» **About this task**: Your answer must be every line of the data that contains "rows".

» **Data**:

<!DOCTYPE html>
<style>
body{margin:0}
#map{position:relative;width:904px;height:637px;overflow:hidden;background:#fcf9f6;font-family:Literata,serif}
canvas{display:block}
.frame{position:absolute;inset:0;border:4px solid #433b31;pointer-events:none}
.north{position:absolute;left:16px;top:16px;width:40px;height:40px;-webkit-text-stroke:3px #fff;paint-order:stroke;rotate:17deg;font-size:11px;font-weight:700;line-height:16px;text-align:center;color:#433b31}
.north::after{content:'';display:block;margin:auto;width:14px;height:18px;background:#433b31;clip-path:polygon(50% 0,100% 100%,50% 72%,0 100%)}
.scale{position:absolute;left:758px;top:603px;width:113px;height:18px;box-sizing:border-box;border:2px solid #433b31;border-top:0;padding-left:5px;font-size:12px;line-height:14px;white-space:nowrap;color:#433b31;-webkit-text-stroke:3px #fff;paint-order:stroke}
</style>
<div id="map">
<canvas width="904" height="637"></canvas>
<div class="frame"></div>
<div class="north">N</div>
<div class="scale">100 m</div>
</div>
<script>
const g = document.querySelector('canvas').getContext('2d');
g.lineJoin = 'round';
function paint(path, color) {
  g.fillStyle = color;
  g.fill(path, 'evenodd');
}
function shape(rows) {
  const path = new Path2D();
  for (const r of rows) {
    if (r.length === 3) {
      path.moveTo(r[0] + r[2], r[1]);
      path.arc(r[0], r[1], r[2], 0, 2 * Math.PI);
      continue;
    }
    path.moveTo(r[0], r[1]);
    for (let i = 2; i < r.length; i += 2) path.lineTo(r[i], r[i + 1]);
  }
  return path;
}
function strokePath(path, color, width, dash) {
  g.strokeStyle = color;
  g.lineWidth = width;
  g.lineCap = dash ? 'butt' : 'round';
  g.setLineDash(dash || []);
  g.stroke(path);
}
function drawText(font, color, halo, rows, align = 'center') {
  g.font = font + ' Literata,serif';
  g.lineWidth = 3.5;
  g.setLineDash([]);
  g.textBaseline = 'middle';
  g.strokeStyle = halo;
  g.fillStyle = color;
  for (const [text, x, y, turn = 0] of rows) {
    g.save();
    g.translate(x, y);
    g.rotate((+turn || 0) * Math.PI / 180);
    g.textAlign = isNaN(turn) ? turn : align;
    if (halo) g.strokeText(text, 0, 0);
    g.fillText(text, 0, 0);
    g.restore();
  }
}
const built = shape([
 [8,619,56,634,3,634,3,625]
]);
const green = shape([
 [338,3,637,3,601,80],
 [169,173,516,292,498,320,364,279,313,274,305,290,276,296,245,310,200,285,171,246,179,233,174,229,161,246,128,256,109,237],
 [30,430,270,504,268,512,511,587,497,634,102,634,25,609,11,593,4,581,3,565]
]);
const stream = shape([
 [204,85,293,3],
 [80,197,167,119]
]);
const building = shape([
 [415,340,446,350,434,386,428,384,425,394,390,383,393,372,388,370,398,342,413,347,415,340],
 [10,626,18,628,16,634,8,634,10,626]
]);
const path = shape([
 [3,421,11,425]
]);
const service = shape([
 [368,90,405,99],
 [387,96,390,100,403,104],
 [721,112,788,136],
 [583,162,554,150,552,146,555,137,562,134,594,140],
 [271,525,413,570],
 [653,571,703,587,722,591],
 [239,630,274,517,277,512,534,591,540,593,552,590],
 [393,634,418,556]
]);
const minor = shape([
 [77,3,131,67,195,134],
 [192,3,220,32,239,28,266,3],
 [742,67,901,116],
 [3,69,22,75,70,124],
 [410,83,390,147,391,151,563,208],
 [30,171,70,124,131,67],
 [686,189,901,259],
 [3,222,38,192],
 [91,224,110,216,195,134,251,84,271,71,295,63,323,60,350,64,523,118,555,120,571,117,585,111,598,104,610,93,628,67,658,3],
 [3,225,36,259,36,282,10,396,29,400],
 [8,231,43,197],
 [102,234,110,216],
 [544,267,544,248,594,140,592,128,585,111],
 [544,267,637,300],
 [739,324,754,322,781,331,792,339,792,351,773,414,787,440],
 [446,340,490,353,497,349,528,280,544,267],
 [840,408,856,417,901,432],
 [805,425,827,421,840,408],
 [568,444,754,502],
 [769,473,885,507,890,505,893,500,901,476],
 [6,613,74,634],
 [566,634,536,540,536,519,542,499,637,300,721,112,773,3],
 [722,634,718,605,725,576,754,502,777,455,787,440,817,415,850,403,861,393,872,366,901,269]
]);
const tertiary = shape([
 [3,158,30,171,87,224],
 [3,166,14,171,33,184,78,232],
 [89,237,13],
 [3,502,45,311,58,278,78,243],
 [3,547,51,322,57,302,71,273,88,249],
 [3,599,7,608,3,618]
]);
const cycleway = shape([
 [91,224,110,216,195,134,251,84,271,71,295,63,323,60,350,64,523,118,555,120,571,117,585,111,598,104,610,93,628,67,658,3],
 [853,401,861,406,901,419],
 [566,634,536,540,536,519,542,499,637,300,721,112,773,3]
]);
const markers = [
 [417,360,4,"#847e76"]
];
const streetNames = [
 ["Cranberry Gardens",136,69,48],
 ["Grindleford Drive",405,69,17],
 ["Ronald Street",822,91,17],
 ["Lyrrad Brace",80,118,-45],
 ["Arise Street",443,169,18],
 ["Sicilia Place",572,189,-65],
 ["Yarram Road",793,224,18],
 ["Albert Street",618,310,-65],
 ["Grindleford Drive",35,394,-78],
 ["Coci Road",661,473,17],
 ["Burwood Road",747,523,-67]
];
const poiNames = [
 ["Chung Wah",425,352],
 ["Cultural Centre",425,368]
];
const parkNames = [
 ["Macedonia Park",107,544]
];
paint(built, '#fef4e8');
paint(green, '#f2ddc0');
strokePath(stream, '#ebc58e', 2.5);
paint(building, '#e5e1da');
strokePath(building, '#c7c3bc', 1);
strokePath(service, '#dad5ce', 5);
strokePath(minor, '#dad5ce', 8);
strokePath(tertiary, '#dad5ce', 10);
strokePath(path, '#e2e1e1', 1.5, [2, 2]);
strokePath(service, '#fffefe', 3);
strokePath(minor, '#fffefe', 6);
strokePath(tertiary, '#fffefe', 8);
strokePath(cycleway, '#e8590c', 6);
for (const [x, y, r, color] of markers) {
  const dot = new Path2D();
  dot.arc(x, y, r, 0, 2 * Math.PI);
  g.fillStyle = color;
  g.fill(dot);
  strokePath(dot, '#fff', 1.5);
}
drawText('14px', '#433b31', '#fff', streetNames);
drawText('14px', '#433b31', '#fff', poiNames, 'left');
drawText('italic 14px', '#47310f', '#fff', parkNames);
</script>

» **Reply to the task**:
function shape(rows) {
  for (const r of rows) {
function drawText(font, color, halo, rows, align = 'center') {
  for (const [text, x, y, turn = 0] of rows) {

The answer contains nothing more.